RECORD EXCERPTS:
------------------------------------------------------------------------
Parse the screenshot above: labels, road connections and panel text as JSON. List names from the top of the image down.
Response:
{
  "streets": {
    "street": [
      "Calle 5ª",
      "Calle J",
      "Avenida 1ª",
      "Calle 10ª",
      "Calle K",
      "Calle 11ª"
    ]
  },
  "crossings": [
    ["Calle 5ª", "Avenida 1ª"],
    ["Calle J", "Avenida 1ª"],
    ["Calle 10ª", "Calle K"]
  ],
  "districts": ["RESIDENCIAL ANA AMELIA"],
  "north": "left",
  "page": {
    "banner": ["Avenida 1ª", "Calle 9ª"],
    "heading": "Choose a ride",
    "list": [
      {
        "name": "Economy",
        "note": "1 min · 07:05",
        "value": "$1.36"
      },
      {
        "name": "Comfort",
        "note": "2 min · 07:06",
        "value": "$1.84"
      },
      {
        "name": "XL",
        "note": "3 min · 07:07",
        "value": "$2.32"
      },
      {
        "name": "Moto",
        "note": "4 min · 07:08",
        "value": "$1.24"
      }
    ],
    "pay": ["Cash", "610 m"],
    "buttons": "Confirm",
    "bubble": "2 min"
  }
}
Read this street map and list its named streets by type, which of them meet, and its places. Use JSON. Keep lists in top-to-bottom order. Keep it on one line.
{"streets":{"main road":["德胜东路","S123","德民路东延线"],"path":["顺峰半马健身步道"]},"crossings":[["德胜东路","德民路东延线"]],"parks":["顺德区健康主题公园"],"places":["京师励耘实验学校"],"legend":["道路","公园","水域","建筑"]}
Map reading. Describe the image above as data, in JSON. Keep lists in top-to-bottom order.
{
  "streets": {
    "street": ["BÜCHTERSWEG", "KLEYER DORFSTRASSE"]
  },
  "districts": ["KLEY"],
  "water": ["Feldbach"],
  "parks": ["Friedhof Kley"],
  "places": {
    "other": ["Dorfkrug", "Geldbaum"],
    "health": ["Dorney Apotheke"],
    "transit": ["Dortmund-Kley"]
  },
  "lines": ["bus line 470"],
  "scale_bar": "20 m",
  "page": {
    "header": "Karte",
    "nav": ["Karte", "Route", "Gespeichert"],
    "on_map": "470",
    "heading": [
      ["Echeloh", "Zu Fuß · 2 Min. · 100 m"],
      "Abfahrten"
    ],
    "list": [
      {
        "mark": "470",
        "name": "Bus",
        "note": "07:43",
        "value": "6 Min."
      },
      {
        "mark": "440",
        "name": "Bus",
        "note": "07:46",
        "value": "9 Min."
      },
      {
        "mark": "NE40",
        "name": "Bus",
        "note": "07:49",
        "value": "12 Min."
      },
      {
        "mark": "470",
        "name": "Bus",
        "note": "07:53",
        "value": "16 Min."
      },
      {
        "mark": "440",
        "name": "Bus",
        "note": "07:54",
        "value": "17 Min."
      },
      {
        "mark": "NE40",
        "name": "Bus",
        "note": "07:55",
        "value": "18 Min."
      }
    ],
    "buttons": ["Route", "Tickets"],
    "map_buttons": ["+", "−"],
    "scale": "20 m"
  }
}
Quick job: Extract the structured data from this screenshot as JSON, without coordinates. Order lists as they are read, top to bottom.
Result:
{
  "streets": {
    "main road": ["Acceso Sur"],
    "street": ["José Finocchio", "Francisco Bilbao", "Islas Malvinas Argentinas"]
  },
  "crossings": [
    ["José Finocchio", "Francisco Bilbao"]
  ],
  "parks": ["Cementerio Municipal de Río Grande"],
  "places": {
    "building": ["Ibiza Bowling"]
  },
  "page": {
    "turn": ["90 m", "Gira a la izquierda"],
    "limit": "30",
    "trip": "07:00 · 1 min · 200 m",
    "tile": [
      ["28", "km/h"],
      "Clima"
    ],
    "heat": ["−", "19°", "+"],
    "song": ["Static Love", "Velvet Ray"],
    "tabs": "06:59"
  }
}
------------------------------------------------------------------------
WORK REQUEST:
Look through the data above. Copy every line with the string "screenshot" in it.

RESPONSE TO THE EXERCISE:
Parse the screenshot above: labels, road connections and panel text as JSON. List names from the top of the image down.
Quick job: Extract the structured data from this screenshot as JSON, without coordinates. Order lists as they are read, top to bottom.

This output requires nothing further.